Most bivalves are filter feeders, trapping suspended food particles as water passes through their gills. Two groups, the nuculoids and cryptodonts, actively feed on organic material within the sediment and are thus true deposit feeders. Taxodont dentition is characteristic of deposit feeders.

More about the shell:

The hard calm has its soft tissue surrounded by a shell consisting  of two halves (valves).

When the clam is active and feeding, the shell continues to grow.

The shell consists of calcium carbonate and is held together by a though, pliable ligament at the top (dorsal) section of the animal called the hinge.

The hinge allows for the opening and closing of the shell. In close proximity to the hinge is the umbo commonly known as the "beak"   The umbo is the oldest section of the shell with subsequent shell growth radiating out from it.                     <click on image to enlarge>

 

The mantle is a soft, retractable organ attached to both sections of the inside of a clam's shell and is directly responsible for creating and growing the clam's shell.

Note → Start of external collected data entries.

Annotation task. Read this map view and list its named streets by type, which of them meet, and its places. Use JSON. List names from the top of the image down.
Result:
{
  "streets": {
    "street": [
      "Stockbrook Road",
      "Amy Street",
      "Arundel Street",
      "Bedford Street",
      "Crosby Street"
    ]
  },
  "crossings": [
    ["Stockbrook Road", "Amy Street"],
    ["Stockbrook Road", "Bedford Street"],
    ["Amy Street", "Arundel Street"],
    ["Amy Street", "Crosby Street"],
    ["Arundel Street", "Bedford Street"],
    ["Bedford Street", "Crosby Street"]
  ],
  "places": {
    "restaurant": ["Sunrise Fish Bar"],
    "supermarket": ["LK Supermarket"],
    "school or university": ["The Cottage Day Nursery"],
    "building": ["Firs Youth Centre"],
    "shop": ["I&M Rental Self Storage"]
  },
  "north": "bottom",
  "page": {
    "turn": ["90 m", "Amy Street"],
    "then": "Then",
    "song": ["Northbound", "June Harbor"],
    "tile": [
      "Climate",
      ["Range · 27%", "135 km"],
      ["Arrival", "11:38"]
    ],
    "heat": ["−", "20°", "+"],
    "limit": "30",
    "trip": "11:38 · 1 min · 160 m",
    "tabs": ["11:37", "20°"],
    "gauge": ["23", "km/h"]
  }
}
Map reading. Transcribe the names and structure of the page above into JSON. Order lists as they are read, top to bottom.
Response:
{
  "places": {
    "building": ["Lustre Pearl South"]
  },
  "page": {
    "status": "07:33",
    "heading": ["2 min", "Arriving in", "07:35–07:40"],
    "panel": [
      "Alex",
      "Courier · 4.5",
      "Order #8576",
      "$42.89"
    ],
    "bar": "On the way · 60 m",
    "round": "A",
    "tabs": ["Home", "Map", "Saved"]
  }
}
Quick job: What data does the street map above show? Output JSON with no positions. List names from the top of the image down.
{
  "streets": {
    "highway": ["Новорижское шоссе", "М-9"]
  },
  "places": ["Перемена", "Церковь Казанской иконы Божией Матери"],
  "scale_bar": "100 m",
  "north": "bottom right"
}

The mantle processes the calcium deposits that it has stored over weeks or months. The clam opens its shell and extends its mantle to the edges of both sides. The mantle releases the glue-like calcium compounds along the edges of the shell.



The image to the right shows new growth that has formed on the shell.


 

Clams survive by getting oxygen and food from the waters of the bay.  As the bay warms up the nutrients become more plentiful.  This includes algae that is the principal food for clams. 

Algae is one form of phytoplankton that clams draw in thought their incurrent siphon.  Green Algae (pictured to the right) are microscopic organisms that utilize the nutrients (mostly Nitrogen) in the bay to synthesize their own food by means of photosynthesis.

Along with food and oxygen, whatever else that is floating in the bay is also drawn in by the calm.

The water is passed through the gills where gas exchange (oxygen for carbon dioxide) occurs. 

The gills also have specialized cells that produce mucus to trap food and non-food particles which are passed to the labial palps and mouth to start the digestive process.

Waste material and undigested food is passed to the rectum and anus.  The anus opens into a chamber that leads directly into the excurrent siphon.